There's nothing abstract about abstract things considered in their abstraction, more solid than most, cozy cold comfort.

Pottering about my secret temple, forming forms, bibbity bobbity boo. Ooh, baby ghost, scary, friendly.

Should really shower, walk dog, crash down to the real world, keep on crashing through. Comfy in my pod, watching the pretty blinking lights.
Can't seem to shake lingering effects of cold, stuffy head, cough, bleh. Sleepy all the time.

Maybe more coffee will help.

Thinking about things I want to get done, there are a bunch, need to get over the sleepy thing, get to it.

Sunday, February 17, 2008

Funny to keep learning that most people don't actually care about anything outside their own heads, it's a hard lesson, getting it bit by bit.

Strange alien creatures stalk the land, destroying everything in their path, meanwhile, people sit at home, sweating the small stuff.

Have done extensive work, correspondence, etc., drank a lot of coffee, ate pie. still not quite awake.

Saturday, February 16, 2008

Buffy marathon continues. Sleepy sleepy sleepy.

Having more coffee.
Lovely evening last, made little Italian subs, had a beer, went to see pop music. Slow morning this morning with Adams donuts & coffee, dog drama. Has gotten cold again, last night there were biting winds.

Plans for later include recovering debit card from Chinese restaurant, fish 'n' chips, dropping Patrick at the train for trip to beautiful Syracuse.

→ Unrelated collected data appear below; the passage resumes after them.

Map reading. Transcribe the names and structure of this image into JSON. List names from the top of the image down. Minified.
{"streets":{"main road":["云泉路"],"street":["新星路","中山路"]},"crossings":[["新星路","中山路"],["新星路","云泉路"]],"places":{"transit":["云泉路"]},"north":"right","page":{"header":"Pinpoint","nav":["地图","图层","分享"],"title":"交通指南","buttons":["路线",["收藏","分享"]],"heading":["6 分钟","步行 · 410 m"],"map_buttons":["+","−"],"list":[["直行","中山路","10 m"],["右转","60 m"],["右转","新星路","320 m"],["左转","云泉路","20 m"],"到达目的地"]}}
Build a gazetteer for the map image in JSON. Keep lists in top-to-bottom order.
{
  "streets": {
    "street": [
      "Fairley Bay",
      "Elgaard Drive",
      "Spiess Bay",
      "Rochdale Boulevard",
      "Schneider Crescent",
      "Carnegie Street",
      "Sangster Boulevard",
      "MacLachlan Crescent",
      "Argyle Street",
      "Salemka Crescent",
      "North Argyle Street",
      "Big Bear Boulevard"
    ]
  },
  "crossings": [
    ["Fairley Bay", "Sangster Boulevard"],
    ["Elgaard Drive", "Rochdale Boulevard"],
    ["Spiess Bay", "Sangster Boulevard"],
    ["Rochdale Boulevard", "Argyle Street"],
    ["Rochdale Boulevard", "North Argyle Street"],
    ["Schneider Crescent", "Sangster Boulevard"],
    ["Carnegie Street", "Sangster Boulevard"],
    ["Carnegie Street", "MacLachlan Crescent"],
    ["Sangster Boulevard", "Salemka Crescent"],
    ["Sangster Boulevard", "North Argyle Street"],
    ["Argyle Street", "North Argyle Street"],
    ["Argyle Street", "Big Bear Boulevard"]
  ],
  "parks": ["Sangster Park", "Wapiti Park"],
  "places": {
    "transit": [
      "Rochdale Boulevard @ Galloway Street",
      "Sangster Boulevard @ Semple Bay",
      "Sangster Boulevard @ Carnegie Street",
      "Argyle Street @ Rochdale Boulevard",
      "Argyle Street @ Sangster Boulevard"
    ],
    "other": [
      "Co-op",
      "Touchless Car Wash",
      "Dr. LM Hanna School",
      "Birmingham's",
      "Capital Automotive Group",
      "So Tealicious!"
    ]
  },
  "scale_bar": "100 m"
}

'I' key is sticking, argh.

Friday, February 15, 2008

Thinking about a question I was asked at my lecture, I forget the exact phrasing, but I parsed it as 'Do you think that there is a univeralizable metonymic relationship between Massachusetts and the United States generally?' I said that I didn't know and, moving well into grotesque bullshittery, that I thought perhaps there was, but that it was likely unknowable. I think it's a question that deserves to be taken more seriously than I took it. Implicit in all this, of course, was the idea that the photographs I'd been taking of Massachusetts were a metonym for Massachusetts as a whole. This isn't anything it would ever have occurred to me to think, too much of my own preoccupations and idiosyncrasies in the selection of images to think they might serve as a useful representation of much of anything for people generally. Maybe I'm all wrong about that, I don't know.

It's funny, because I think people see me as arrogating the authority to make statements of general significance quite often and it's really nothing I think of myself as doing, I have some pretty detailed thoughts about things, but again they're very idiosyncratic for the most part, a lot of trips down funny byways, don't generally think they're of much importance or use to anyone but me, if that. I suppose by saying anything about them at all, I'm suggesting that they are- oh, well, wish people wouldn't take things I say that way, wish in one hand & shit in the other, right?

How I would like people to take things I say is a big question. I guess I wish there was more surprise and delight involved. Feel that way about a lot of things.
Got out of walk early, took a walk into town. Was going to get a haircut, too busy at the barbershop, got some pizza slices instead, looked at lovely kitchen cart at kitchen store, checked out the new affordable art shop in town, lots of nice stuff, too little of the unexpected, only to be expected, I suppose. Heard about police harassment and malicious prosecution, lovely stuff, fuck, sometimes it's hard to keep the bile down & a smile on the old kisser.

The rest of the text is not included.